Aseguran 19 pericos y guacamayas en Tabasco
Las aves estaban en una jaula y el dueño no pudo comprobar que los tenía de manera legal

La Procuraduría Federal de Protección al Ambiente (Profepa) aseguró 19 ejemplares de psitácidos en una ranchería ubicada en el municipio de Cunduacán, Tabasco.
Como parte de sus acciones para detectar y combatir el tráfico y aprovechamiento ilegal de vida silvestre, personal de la Profepa realizó operativos de vigilancia en diversas comunidades del municipio de Centro y Cunduacán, durante los cuales se realizó una visita de inspección en una ranchería.
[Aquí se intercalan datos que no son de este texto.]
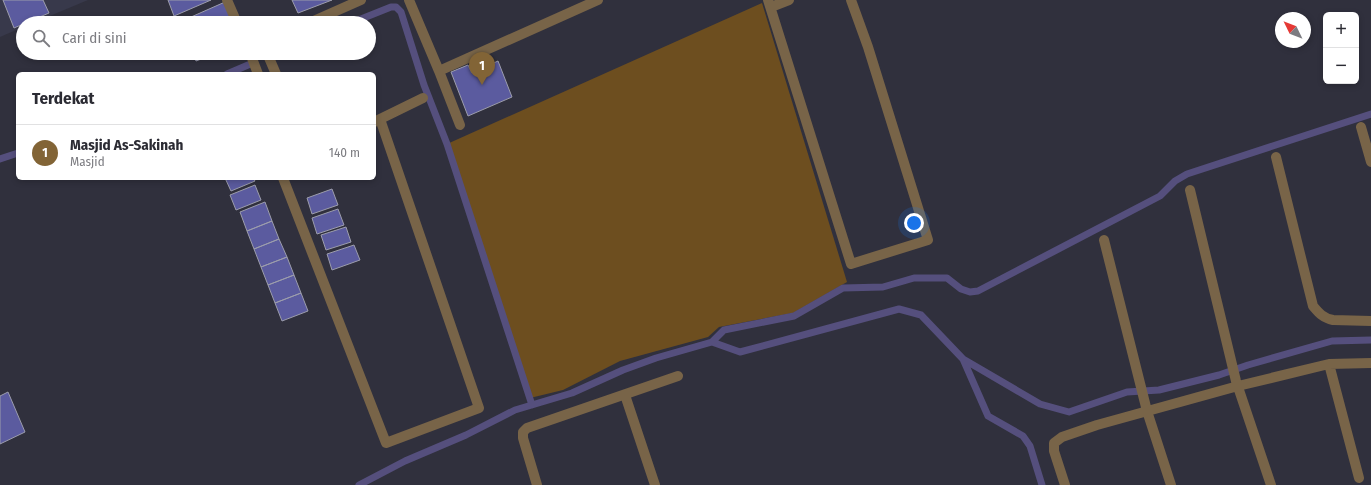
<!DOCTYPE html>
<html lang="id">
<head>
<meta charset="utf-8">
<style>
	:root { --surface:#fff; --page:#f2f2f3; --text:#2b2b33; --muted:#7c7c81; --line:#e1e1e2; --accent:#826436 }
	body { margin:0; font-family:"Fira Sans Condensed",sans-serif; background:var(--page); color:var(--text) }
	.controls { position:absolute; right:12px; top:12px; display:grid; overflow:hidden; border-radius:6px; box-shadow:0 2px 6px #0003 }
	.controls button { width:36px; height:36px; display:grid; place-items:center; padding:0; border:0; border-bottom:1px solid var(--line); background:var(--surface); color:var(--text); font:20px sans-serif }
	.compass { position:absolute; left:1275px; top:12px; width:36px; height:36px; border-radius:50%; background:var(--surface); box-shadow:0 2px 6px #0003; rotate:313deg }
	.you { position:absolute; left:914px; top:223px; width:14px; height:14px; margin:-10px; border:3px solid #fff; border-radius:50%; background:#1a73e8; box-shadow:0 0 0 6px #1a73e833 }
	.badge { display:grid; place-items:center; width:26px; height:26px; border-radius:50%; background:var(--accent); color:#fff; font-size:13px; font-weight:700 }
	.pin { position:absolute; translate:-50% -33px; filter:drop-shadow(0 1px 2px #0008) }
	.pin::after { content:''; position:absolute; top:21px; width:14px; height:12px; background:inherit; clip-path:polygon(0 0,100% 0,50% 100%) }
	.list { margin:0; padding:0; list-style:none }
	h2 { display:flex; justify-content:space-between; align-items:center; height:52px; margin:0; padding:0 16px; font-size:17px }
	h2 small { font-size:13px; font-weight:400; color:var(--muted) }
	.list li { display:grid; grid-template-columns:26px 1fr auto; gap:12px; align-items:center; box-sizing:border-box; height:56px; padding:0 16px; border-top:1px solid var(--line) }
	.list b { display:block; font-size:15px; white-space:nowrap }
	.list p { margin:0; font-size:13px; white-space:nowrap; color:var(--muted) }
	.list em { font-size:13px; font-style:normal; color:var(--muted) }
	.icon { flex:none; width:22px; height:22px; fill:none; stroke:currentColor; stroke-width:2; stroke-linecap:round; stroke-linejoin:round }
	.map { position:relative; flex:none; width:1371px; height:485px; overflow:hidden }
	.search { position:absolute; background:var(--surface); box-shadow:0 2px 6px #0003; left:16px; top:16px; width:360px; height:44px; display:flex; align-items:center; gap:10px; box-sizing:border-box; padding:0 14px; border-radius:22px; color:var(--muted); font-size:15px }
	.panel { position:absolute; background:var(--surface); box-shadow:0 2px 6px #0003; left:16px; top:72px; width:360px; height:108px; border-radius:6px }
	.map>svg:first-child { display:block }
</style>
</head>
<body>
<div class="map">
<svg width="1371" height="485" viewBox="0 0 1371 485">
	<rect width="100%" height="100%" fill="#30303d"/>
	<path fill="#38394b" d="M0,0H88L33,23H23V27L0,37Z"/>
	<path fill="#6d4e1f" d="M762,3L847,282L793,313L719,327L708,337L620,361L563,390L530,398L447,144Z"/>
	<g fill="none" stroke-linecap="round" stroke-linejoin="round">
		<path stroke="#554f7d" stroke-width="7" d="M351,23L391,7H396L401,12L424,85L447,144L532,405
			M227,74L248,65
			M0,159L18,153
			M712,342L740,352L899,309L921,315L963,359L988,416L1023,436L1030,446L1042,485
			M963,359L1040,404L1069,412L1127,392L1159,390L1219,375L1248,365L1332,341L1371,340
			M359,485L405,461L466,435L515,410L572,393L623,370L656,358L712,342L724,330L794,316L843,288L883,287L914,278H947L961,289L970,292L978,291L1160,196L1175,181L1187,174L1371,114"/>
	</g>
	<path fill="#5b5b9f" stroke="#9c9dac" d="M3,0H43L49,13L14,28Z
		M168,0H211L174,16Z
		M292,0H332L298,13Z
		M225,2L233,23H183L182,21Z
		M193,53H217L196,61Z
		M498,61L512,97L468,116L451,72L468,65L472,73Z
		M225,178H253L255,181L231,191Z
		M255,185L261,200L236,210L230,195Z
		M332,189L338,205L312,214L307,198Z
		M265,202L272,221L247,231L240,212Z
		M338,209L344,225L317,234L312,218Z
		M272,221L279,239L254,249L247,231Z
		M346,227L351,242L326,250L321,235Z
		M279,239L287,257L261,267L254,249Z
		M354,245L360,260L332,270L327,254Z
		M287,257L294,275L268,285L261,267Z
		M294,275L301,293L275,303L268,285Z
		M301,293L308,311L282,321L275,303Z
		M8,392L25,432L0,444V396Z"/>
	<g fill="none" stroke-linecap="round" stroke-linejoin="round">
		<path stroke="#786448" stroke-width="10" d="M227,0L237,23
			M409,0L439,71L598,0
			M768,0L851,264L928,240L868,47L851,0
			M771,7L789,0
			M309,23L361,0
			M250,53L258,74
			M267,53L276,74
			M439,71L460,125
			M374,122L423,98
			M1361,127L1371,162
			M1276,157L1313,306C1319,313 1323,318 1333,320L1371,321
			M283,178L386,443L479,408L380,119
			M1190,190L1236,381L1271,485
			M1104,240L1147,411L1171,485
			M1329,364L1359,478
			M625,395L655,485
			M537,485L523,438V432L527,428L678,376
			M1065,485L1054,451V443L1062,437L1097,425L1238,386L1329,364L1371,363"/>
	</g>
</svg>
<div class="controls">
<button>+</button>
<button>−</button>
</div>
<svg class="compass" viewBox="-18 -18 36 36"><path d="M0-13l5 13h-10z" fill="#e53935"/><path d="M0 13l5-13h-10z" fill="#7c7c81"/></svg>
<div class="you"></div>
<div class="pin badge" style="left:482px;top:85px">1</div>
<div class="search"><svg class="icon" aria-label="search" viewBox="0 0 24 24"><circle cx="10" cy="10" r="6"/><path d="M15 15l6 6"/></svg>Cari di sini</div>
<section class="panel">
<h2>Terdekat<small></small></h2>
<ul class="list">
<li><span class="badge">1</span><div><b>Masjid As-Sakinah</b><p>Masjid</p></div><em>140 m</em></li>
</ul>
</section>
</div>
</body>
</html>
En este lugar, se encontró una jaula que contenía 19 ejemplares de psitácidos: diez guacamayas rojas (Ara macao), un loro cabeza azul (Amazona farinosa), cuatro loros cabezas amarillas (Amazona oratix) y cuatro loros cachetes amarillos (Amazona autumnalis). Al momento de la inspección, los ejemplares se encontraban en aparentes buenas condiciones.
El visitado no presentó el documento para acreditar la legal procedencia, por lo que se realizó el aseguramiento precautorio de los ejemplares. De acuerdo con el artículo 123 de la Ley General de Vida Silvestre y su Reglamento, es una infracción poseer ejemplares de la vida silvestre fuera de su hábitat natural sin contar con los medios para demostrar su legal procedencia; además, el artículo 420 del Código Penal Federal establece una pena de uno a nueve años de prisión a quien posea o acopie algún ejemplar considerado endémico, amenazado, en peligro de extinción, sujeta a protección especial o regulada por algún tratado internacional del que México sea parte.
Tanto la guacamaya roja, como el loro cabeza amarilla y el loro cabeza azul, se encuentran enlistadas en la Norma Oficial Mexicana NOM-0599-SEMARANT-2010 en la categoría Peligro de Extinción; mientras que el loro cachete amarillo se encuentra en listado en el Apéndice II de la Convención sobre el Comercio Internacional de Especies Amenazadas de Fauna y Flora Silvestres (CITES).
La Profepa continuará trabajando para combatir el tráfico y aprovechamiento ilegal de vida silvestre; de igual manera, continuará con el procedimiento administrativo correspondiente.

Foto 2. Recinto en donde se encontraron los psitácidos.